A lawyer was a scribe (Mark 12:28). Scribes were educated men skilled in interpreting Mosaic Law. This scribe had heard Jesus had silenced the Sadducees and was better qualified to hold a debate with Him. The Pharisees sent him to Jesus for the purpose of trapping Him. The genius of his argument is simply which of the 10 Commandments is the greatest, the most important. Should Jesus single out one commandment as the most important He would negate the importance of the other 9.

This is a classic example of people putting their own values on the Word of God, like the Samaritans. They were not despised just because they were half-breeds. They were despised because in their religion they accepted certain parts of the Mosaic Law and rejected others. We see and hear the same thing in many areas of Christianity today. We tend to forget, All Scripture is given by inspiration of God, and is profitable for doctrine, for reproof, for correction, for instruction in righteousness, that the man of God may be complete, thoroughly equipped for every good work (2 Timothy 3:16-17).
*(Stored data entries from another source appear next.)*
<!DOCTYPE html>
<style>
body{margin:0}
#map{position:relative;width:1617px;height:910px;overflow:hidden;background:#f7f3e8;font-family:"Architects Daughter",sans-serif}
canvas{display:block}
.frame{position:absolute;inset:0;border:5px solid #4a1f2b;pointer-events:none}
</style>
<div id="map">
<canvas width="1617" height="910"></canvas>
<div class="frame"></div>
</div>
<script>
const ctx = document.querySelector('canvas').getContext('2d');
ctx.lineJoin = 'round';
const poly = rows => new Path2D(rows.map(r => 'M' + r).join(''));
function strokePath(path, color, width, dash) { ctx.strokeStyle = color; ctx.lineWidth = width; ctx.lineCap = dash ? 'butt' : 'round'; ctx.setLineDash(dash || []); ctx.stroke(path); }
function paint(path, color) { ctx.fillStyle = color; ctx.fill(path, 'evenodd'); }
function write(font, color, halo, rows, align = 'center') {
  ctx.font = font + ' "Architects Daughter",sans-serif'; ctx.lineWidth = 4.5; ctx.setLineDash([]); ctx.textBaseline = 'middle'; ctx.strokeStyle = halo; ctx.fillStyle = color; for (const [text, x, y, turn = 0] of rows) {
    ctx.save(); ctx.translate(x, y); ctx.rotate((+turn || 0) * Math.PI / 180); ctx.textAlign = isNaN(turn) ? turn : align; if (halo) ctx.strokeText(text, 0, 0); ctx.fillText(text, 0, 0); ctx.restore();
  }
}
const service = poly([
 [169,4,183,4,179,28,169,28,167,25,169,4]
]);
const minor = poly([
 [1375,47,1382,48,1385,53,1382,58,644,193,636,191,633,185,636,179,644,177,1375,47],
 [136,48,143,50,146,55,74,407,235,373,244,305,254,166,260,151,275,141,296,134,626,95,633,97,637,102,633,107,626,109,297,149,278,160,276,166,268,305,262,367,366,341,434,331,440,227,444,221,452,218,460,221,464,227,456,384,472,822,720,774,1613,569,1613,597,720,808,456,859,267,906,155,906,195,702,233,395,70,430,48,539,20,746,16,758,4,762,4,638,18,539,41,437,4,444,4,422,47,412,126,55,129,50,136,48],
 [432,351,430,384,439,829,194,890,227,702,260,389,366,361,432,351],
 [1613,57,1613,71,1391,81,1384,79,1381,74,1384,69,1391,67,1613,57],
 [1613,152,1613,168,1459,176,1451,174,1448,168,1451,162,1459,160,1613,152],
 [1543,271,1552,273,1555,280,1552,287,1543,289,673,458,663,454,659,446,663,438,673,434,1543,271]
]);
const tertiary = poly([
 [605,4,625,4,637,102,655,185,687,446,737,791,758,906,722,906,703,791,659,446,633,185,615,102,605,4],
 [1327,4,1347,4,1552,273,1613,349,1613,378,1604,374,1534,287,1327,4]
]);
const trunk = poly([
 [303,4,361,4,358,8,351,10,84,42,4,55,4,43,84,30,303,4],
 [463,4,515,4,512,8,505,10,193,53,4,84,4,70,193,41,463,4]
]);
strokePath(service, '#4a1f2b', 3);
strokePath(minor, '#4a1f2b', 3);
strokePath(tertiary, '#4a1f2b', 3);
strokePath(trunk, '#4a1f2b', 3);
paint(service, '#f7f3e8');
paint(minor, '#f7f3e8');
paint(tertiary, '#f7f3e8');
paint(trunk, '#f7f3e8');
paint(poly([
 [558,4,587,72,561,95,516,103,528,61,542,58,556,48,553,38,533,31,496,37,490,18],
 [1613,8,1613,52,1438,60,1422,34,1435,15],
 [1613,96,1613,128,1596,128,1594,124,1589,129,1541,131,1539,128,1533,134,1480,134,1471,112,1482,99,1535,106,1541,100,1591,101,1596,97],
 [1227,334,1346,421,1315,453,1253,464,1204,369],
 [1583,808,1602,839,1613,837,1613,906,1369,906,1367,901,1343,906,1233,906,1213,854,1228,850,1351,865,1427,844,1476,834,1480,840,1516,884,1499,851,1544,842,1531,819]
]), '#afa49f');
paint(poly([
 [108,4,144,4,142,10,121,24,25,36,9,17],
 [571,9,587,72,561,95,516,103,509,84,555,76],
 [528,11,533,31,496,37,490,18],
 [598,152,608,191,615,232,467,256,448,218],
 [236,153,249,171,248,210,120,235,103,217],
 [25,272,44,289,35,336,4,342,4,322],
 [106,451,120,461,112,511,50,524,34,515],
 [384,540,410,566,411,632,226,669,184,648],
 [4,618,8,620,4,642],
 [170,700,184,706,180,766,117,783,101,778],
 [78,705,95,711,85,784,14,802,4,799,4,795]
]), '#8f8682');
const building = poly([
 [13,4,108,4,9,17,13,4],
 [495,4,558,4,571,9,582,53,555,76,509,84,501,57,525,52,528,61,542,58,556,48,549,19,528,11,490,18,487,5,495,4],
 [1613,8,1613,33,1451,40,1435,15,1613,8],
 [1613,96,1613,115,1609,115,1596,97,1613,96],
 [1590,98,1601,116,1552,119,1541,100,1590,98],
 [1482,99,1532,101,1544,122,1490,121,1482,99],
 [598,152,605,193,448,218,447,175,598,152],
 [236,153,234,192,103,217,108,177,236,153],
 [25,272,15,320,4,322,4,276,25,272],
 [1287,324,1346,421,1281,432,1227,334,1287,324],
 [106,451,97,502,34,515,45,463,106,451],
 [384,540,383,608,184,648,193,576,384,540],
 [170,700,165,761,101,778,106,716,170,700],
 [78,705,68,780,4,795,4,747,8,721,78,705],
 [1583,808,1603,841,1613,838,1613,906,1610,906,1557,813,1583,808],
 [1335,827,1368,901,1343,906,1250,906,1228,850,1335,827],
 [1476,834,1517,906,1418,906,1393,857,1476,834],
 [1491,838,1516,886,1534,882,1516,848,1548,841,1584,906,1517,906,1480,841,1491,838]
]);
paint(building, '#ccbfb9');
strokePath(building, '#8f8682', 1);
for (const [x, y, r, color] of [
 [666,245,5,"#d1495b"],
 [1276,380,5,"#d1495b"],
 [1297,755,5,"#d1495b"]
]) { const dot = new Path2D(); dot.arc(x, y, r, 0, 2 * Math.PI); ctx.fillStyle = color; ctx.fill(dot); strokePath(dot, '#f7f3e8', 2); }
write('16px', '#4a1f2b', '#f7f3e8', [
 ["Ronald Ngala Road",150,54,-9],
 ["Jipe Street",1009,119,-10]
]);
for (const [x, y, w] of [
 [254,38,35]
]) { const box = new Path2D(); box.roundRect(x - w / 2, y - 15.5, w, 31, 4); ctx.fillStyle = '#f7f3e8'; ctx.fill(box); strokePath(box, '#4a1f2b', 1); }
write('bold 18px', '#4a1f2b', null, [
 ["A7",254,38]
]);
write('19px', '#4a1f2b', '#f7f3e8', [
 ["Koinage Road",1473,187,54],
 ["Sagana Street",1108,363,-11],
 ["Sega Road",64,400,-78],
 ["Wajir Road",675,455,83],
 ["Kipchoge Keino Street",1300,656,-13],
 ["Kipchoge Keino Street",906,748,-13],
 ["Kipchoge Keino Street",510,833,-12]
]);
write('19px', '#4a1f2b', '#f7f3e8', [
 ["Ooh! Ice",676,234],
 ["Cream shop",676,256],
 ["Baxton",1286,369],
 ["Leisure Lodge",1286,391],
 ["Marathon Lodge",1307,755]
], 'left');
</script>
Jesus argued that all of the Mosaic Law was inspired by God and therefore every aspect of the Law was equal in authority. Moses brought down 2 tablets of stone with God’s Law written on them. One tablet of stone contained God’s spiritual law, the other God’s moral law. To say, You shall love the Lord your God with all your heart . . . soul, and . . . mind, and You shall love your neighbor as yourself, Jesus stipulated the moral law and spiritual law were equal in authority and importance, therefore negating the position and argument of the scribe.
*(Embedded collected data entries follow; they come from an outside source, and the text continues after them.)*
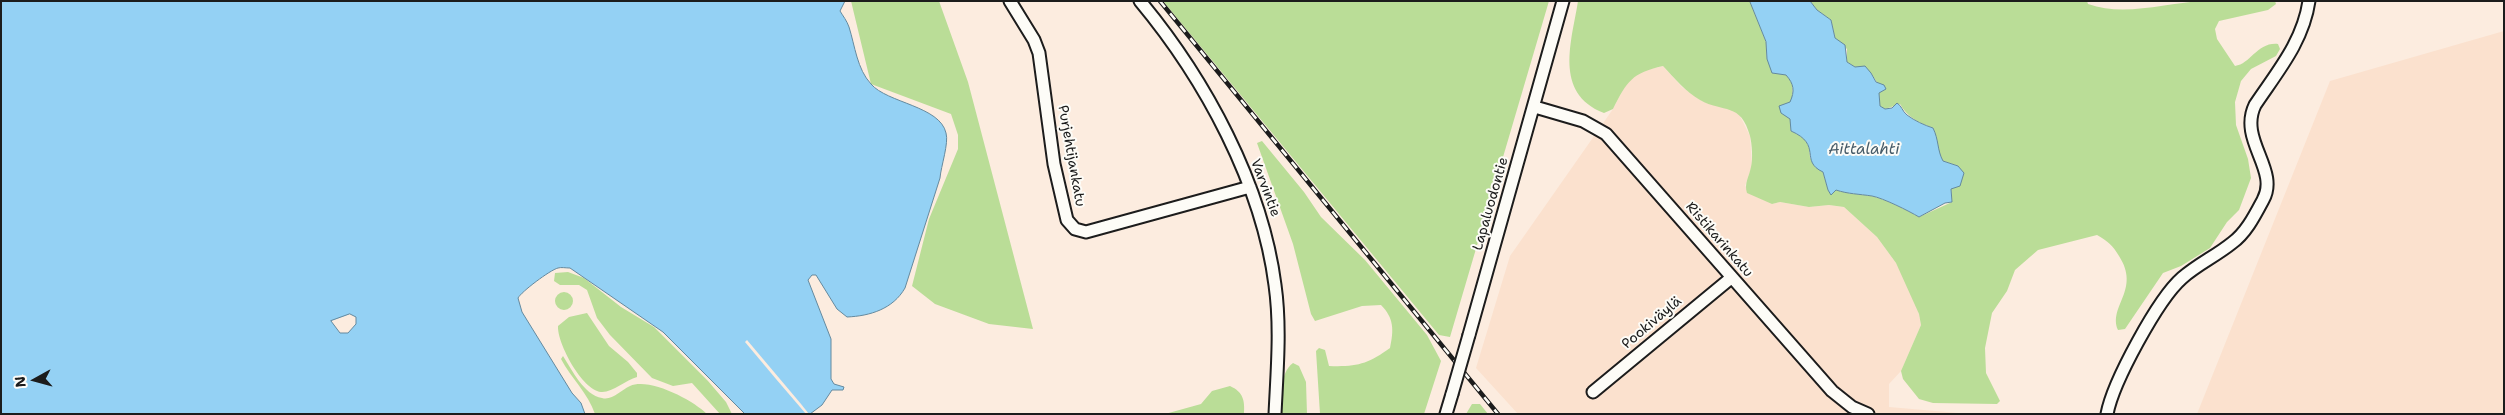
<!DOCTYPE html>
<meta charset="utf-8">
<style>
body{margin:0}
#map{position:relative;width:2505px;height:415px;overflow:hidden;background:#fcecdf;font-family:"Shantell Sans",sans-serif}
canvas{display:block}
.frame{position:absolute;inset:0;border:2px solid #1c1c1c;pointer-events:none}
.north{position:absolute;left:10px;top:355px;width:50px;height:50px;-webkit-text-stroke:4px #fdfcf7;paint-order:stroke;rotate:263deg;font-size:14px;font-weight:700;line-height:20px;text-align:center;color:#1c1c1c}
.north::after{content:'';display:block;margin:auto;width:18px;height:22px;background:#1c1c1c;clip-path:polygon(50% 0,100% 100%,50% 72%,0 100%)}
</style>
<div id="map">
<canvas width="2505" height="415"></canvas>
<div class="frame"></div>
<div class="north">N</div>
</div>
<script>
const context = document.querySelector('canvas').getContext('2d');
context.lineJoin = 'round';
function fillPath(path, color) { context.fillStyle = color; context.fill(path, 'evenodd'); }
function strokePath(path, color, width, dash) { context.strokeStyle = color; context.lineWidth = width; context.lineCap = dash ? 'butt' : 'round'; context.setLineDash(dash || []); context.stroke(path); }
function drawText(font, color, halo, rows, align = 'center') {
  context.font = font + ' "Shantell Sans",sans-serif'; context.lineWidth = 4; context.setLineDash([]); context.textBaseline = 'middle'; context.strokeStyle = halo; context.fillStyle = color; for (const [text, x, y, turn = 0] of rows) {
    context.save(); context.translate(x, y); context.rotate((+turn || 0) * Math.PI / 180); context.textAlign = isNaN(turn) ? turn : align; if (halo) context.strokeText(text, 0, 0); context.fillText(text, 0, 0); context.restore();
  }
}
fillPath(new Path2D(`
 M2504,31V414H2197L2330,81Z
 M1663,66L1682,87L1702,101L1730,108L1739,114L1750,136L1752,166L1745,186L1772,204L1780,202L1809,207L1829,205L1844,207L1877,237L1896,263L1909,286L1919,314L1921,325L1901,371L1889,384V407L1970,414H1518L1476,368L1510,256L1613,109L1628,80L1642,71Z`), '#fbe1ce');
fillPath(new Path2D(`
 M851,1H939L968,82L1033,329L989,324L935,304L912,286L929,219L958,149V135L951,114L871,84Z
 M1163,1H1549L1450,337L1439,335Z
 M1578,1H1750L1766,42L1767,59C1775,65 1785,72 1791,80C1795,86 1790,119 1791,131C1805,137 1810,142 1810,158L1823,172L1828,190L1831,194L1836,190C1848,194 1859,194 1871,196C1883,198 1909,211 1919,217L1952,202L1951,189L1958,166L1943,161L1938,151L1933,128C1919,123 1907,117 1900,104L1885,109L1880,106L1878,84L1871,73L1855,67L1847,62V49L1835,38L1831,20L1817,10L1810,1H2087L2088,4C2124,17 2165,3 2202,1C2226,0 2251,1 2275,1L2276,4L2268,10L2219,21L2215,29L2217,39L2235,66C2251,64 2257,42 2278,44L2280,49L2276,56L2251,69L2241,81L2235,102L2236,125L2248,159L2251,178L2239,210L2227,222L2210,248L2181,266L2163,273L2125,329L2118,330C2108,306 2141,290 2119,256C2113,246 2108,241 2097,235L2038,250L2015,270L2007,291L1992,313L1985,348L1986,373L2000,401L1997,404L1933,403L1919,399L1903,379L1901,371L1921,325L1919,314L1896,263L1877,237L1844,207L1829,205L1809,207L1780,202L1772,204L1747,193C1744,183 1749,177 1751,167C1753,159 1752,144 1750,136C1741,102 1723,113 1700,100C1685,91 1675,79 1663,66C1632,73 1627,81 1613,109L1604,113C1553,93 1572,41 1578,1Z
 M1262,141L1304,192L1321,217L1365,260L1427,335L1441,361L1424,414H1320L1316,351L1319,348L1325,350L1329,366C1357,367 1368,364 1390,348C1394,330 1394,318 1381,305L1362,306L1315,321L1311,314L1293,244L1257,143Z
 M568,272L584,278L621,307L654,327L708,381L726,402L732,414H720L692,383L673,386L652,378L610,335L597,318L587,290L579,285H560L554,281L555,273Z
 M555 301a9 9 0 1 1 18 0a9 9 0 1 1-18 0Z
 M587,313L609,346L628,362L637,373V377C626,380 612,393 601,392C582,390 557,343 558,326L569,317Z
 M563,356C572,370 584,395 602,398C612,401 621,390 630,386C649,377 693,400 707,414H595C588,393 571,378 561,359Z
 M1293,363L1299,366L1306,382L1307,414H1281C1282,398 1279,373 1293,363Z
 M1230,386C1243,392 1245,400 1244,414H1165L1201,404L1212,391Z
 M1472,404H1480L1488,414H1466Z`), '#badd97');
const water = new Path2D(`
 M1,1H845L840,11C843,16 847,21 849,27C855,46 857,69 871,84C887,103 940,106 946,133C949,143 941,166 940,178L905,288C893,309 870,316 847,317L837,309L816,275H812L808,280L831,339V379L834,384L844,387L843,390H832L822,405L810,414H745L663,332L570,268C566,268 561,267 558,268C550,270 521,292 518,298L522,312L572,393L581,403L585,414H1ZM350,314L356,317V324L348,333H340L331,321Z
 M1750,1H1810L1817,10L1831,20L1835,38L1845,45L1847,62L1855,67L1865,66L1871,73L1876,82L1884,85L1886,89L1879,93L1880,106L1885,109L1892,108L1897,103C1902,106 1902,111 1907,115C1915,121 1924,125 1933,128C1939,140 1937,150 1943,161L1958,166L1964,173L1960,186L1951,189L1952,202L1945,203L1919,217C1909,211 1883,198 1872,196C1859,194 1848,194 1836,190L1831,195L1828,190L1823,172C1799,161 1823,145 1791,131L1790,119L1781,113L1779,106L1790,102C1795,91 1794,84 1786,75L1772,73L1767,59L1766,42Z`);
fillPath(water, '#94d1f4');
strokePath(water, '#64899e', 1);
fillPath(new Path2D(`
 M747,340L801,404L809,414H806L776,379L745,342Z`), '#fcecdf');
const street = new Path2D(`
 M1010,1L1034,40L1039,53L1054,164L1067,220L1075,229L1086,232L1250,187
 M1140,1C1205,79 1262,184 1275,285C1281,327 1277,371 1275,414
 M1535,107L1583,121L1606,134L1832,391L1852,407L1868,414
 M1469,335L1563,1
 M1593,392L1731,278
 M1446,414L1452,394
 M2107,414C2113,382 2158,299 2182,278C2198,264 2216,256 2232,243C2246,233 2255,215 2263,200C2280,170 2238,140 2255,105C2277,72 2303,42 2309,1`);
strokePath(street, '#1c1c1c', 15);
strokePath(street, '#fdfcf7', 11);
const rail = new Path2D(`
 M1160,1L1498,414`);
strokePath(rail, '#1c1c1c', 4.5);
strokePath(rail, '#fdfcf7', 2.5, [8]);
const streetBridge = new Path2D(`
 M1452,394L1469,335`);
strokePath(streetBridge, '#1c1c1c', 15, []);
strokePath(streetBridge, '#fdfcf7', 11);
drawText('14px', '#1c1c1c', '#fdfcf7', [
 ["Purjehtijankatu",1071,156,80],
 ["Varvintie",1265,188,69],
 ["Lapaluodontie",1491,204,-74],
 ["Ristikarinkatu",1719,240,49],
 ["Pookiväylä",1652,323,-40]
]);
drawText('italic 15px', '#465b68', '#fdfcf7', [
 ["Aittalahti",1864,150]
]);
</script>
All Scripture includes the Old and the New Testaments. Both Testaments are unified because both Testaments were inspired by the same God. Spiritual truths taught in the New Testament were practiced in the Old and vice versa. Does this mean Christians are to obey the dress code, dietary laws, and ceremonial laws of the Jews? No. These were ceremonial and civil, not spiritual or moral. The New Testament emphasizes the moral law of God. The civil and ceremonial laws were honored by Jesus, but after His death and resurrection, those laws were fulfilled and negated. Christians are not obligated to obey them (Mark 7:19; Acts 10:14-16). But the moral law is retained by Jesus and the Apostles and, therefore, are to be obeyed by Christians.

“Thank You, Lord, for Your wisdom in countering the arguments of those who did not honor Your authority. Give us the same wisdom through Your Holy Spirit to counter the arguments of those who do not honor Your Word or authority today. To Your praise and glory I ask, Amen.”